The determination of the distance threshold, dGist, is critical for the performance of near duplicate detection. When the threshold is too large, non-duplicate images are misclassified as near duplicate images, and when it is too small, many near duplicate images are missed. It can be fixed for all the queries or vary adaptive to each query. For the near duplicate image detection, we found that the advantage of the adaptive threshold is not big after binary quantization, and it is not easy to find the adaptive threshold for a query. The fixed threshold is used in this paper, and it can be determined in the training stage when the allowed false acceptance rate is given.

2.1 Binary Coding

To deal with millions and billions of large-scale images, the size of the real-valued high-dimensional descriptors is too large to store, and the distance computation is too heavy to be instantly performed, so the compression of the descriptor is crucial. For compact binary coding, while other (approximate) nearest neighbor methods only maintains the local neighborhood structure, we try to find a binary embedding that keeps the distance information as much as possible, so that a range query can discriminate near-duplicate and non-duplicate images. In other words, when the near duplicate images are within a certain range in the original vector space, it is expected that they can also be found in a certain range in the quantized space.
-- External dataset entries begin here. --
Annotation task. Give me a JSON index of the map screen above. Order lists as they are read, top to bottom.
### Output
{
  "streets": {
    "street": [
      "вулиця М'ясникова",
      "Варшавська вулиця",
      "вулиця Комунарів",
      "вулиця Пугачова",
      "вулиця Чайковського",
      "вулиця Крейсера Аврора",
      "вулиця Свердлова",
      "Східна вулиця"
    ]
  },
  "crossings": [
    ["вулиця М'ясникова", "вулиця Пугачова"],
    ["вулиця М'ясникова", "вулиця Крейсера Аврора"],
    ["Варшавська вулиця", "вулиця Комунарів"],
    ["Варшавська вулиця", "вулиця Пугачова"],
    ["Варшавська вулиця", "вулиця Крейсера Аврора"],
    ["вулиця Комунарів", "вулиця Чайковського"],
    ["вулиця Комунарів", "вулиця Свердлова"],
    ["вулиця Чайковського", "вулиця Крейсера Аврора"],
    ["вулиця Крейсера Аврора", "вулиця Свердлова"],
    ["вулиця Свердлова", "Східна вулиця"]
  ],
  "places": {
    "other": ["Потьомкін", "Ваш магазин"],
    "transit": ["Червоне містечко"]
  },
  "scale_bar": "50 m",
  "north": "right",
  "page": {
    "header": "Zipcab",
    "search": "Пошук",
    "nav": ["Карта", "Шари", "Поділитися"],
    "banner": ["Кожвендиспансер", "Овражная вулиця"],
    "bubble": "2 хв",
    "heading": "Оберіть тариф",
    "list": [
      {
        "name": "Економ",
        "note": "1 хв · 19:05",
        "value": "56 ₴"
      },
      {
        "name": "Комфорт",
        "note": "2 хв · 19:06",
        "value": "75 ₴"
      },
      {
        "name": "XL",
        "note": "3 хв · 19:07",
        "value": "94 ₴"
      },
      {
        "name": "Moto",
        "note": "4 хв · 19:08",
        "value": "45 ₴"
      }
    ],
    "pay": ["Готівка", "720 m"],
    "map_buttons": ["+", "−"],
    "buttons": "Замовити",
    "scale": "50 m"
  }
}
An m-bit binary coder, \( {h}: \mathbb {R}^{n} \rightarrow \{0, 1\}^{m}, \) of a n-dimensional vector is designed to retain the original distance structure as much as possible. In the transform coding framework, the binary coding can be broken into two steps. First, the Gist descriptor (\(\mathbf {x} \in \mathcal {X}\)) is transformed into a low-dimensional vector space \(f: \mathbb {R}^{n} \rightarrow \mathbb {R}^{k}\), then the vector are encoded into a binary code by \(b: \mathbb {R}^{k} \rightarrow \{0, 1\}^{m} \). The first step is called transform coding (f(⋅)) and the next is binary quantization (b(⋅)).
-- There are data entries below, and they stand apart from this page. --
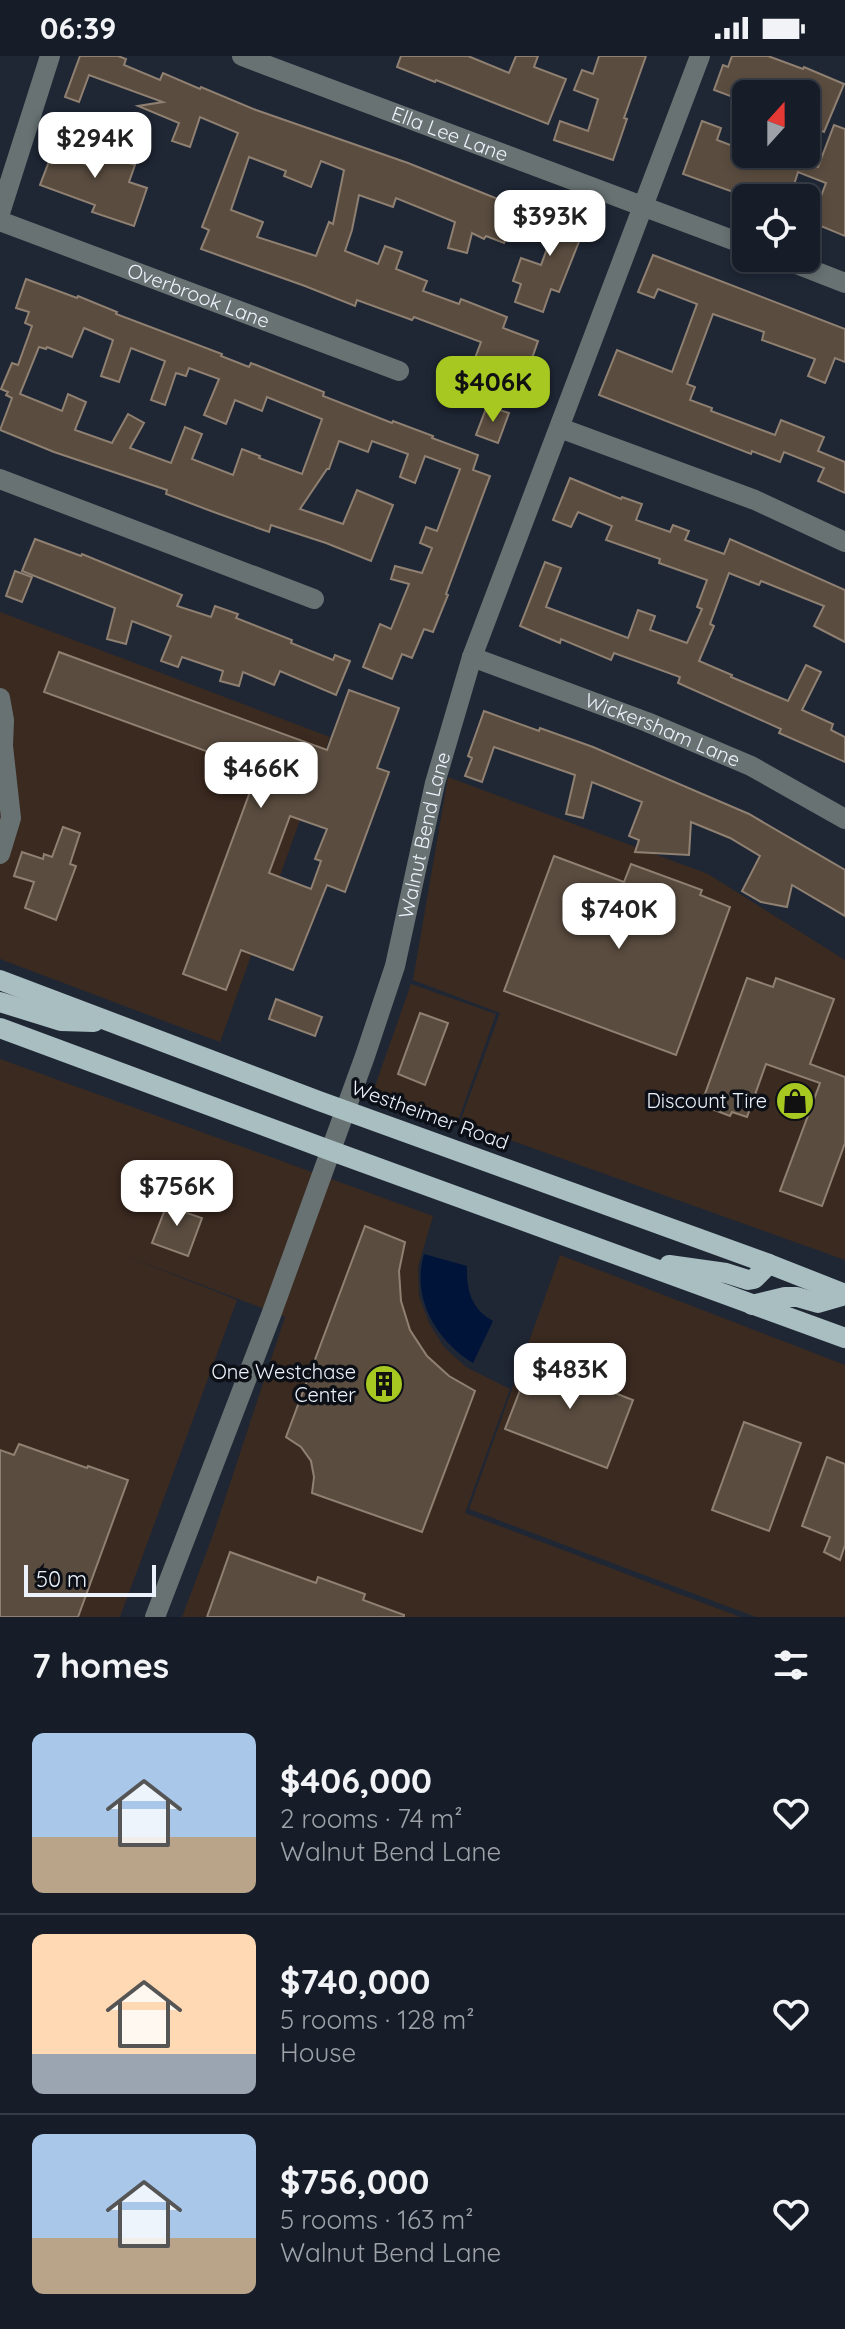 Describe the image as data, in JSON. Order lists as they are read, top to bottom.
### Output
{
  "streets": {
    "main road": ["Westheimer Road"],
    "street": [
      "Ella Lee Lane",
      "Overbrook Lane",
      "Wickersham Lane",
      "Walnut Bend Lane"
    ]
  },
  "crossings": [
    ["Ella Lee Lane", "Walnut Bend Lane"],
    ["Wickersham Lane", "Walnut Bend Lane"],
    ["Walnut Bend Lane", "Westheimer Road"]
  ],
  "places": {
    "shop": ["Discount Tire"],
    "building": ["One Westchase Center"]
  },
  "scale_bar": "50 m",
  "north": "top",
  "page": {
    "status": "06:39",
    "price": [
      "$294K",
      "$393K",
      "$406K",
      "$466K",
      "$740K",
      "$756K",
      "$483K"
    ],
    "scale": "50 m",
    "heading": "7 homes",
    "list": [
      {
        "name": "$406,000",
        "note": "2 rooms · 74 m² · Walnut Bend Lane"
      },
      {
        "name": "$740,000",
        "note": "5 rooms · 128 m² · House"
      },
      {
        "name": "$756,000",
        "note": "5 rooms · 163 m² · Walnut Bend Lane"
      }
    ]
  }
}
Let h(xq) and h(xi), be the m-bit binary codes corresponding to the Gist vector of a query image xq and that of a database image \(\mathbf {x}_{i} \in \mathcal {X}\), respectively. We then model the Gist vectors, xq and xi, as random vectors drawn from an underlying unknown distribution. The sets of the binary codes belonging to the ground truth of near duplicate images and the others are denoted by \(\mathcal {B}_{q}\) and \(\mathcal {B}_{q}^{\complement }\) for the query h(xq), where h(xi) ∈ \(\mathcal {Y} \equiv \{0, 1\}^{m}\), and \(\mathcal {B} = \mathcal {B}_{q} \bigcup \mathcal {B}_{q}^{\complement }\). Therefore, a desirable binary coding needs to maximize the range preserving probability:

$$ \sum\limits_{i = 1}^{N} {P\left( h (\mathbf{x}_{i}) \!\in\! \mathcal{B}_{q} | \mathbf{x_{i}} \!\in\! \mathcal{X}_{q}, \mathbf{x}_{q}\right) \,-\, \lambda P\left( h (\mathbf{x}_{i}) \!\in\! \mathcal{B}_{q} | \mathbf{x_{i}} \!\in\! \mathcal{X}_{q}^{\complement}, \mathbf{x}_{q} \right)}, $$
(1)

for any query xq, where λ is a weighting factor. The binary code maximizes the probability that true duplicates are located within a certain range and at the same time penalizes the probability that non-duplicates are inside the range. In terms of ROC criteria, the first and second terms are correponding to high detection rate and low false acceptance rate, respectively. While most of the previous hashing methods have been applied to image descriptor focusing on similarity preserving property and coding error minimization, we are optimizing the performance in terms of receiver operating characteristic (ROC) curve in Eq. 1.

2.2 Gist-PCA Hashing

To find the optimal binary coding maximizing of the range preserving probability (Eq. 1), PCA hashing is investigated. Solving Eq. 1 is intractable because of the combinatorial property of binary codes. In the paper, we describe why PCA hashing is a better choice compared to other state-of-the-art hashing methods with the similar preserving property. We will explain it with comparison study and the theoretical analysis for comparison of the performance of PCAH and that of other state-of-art methods.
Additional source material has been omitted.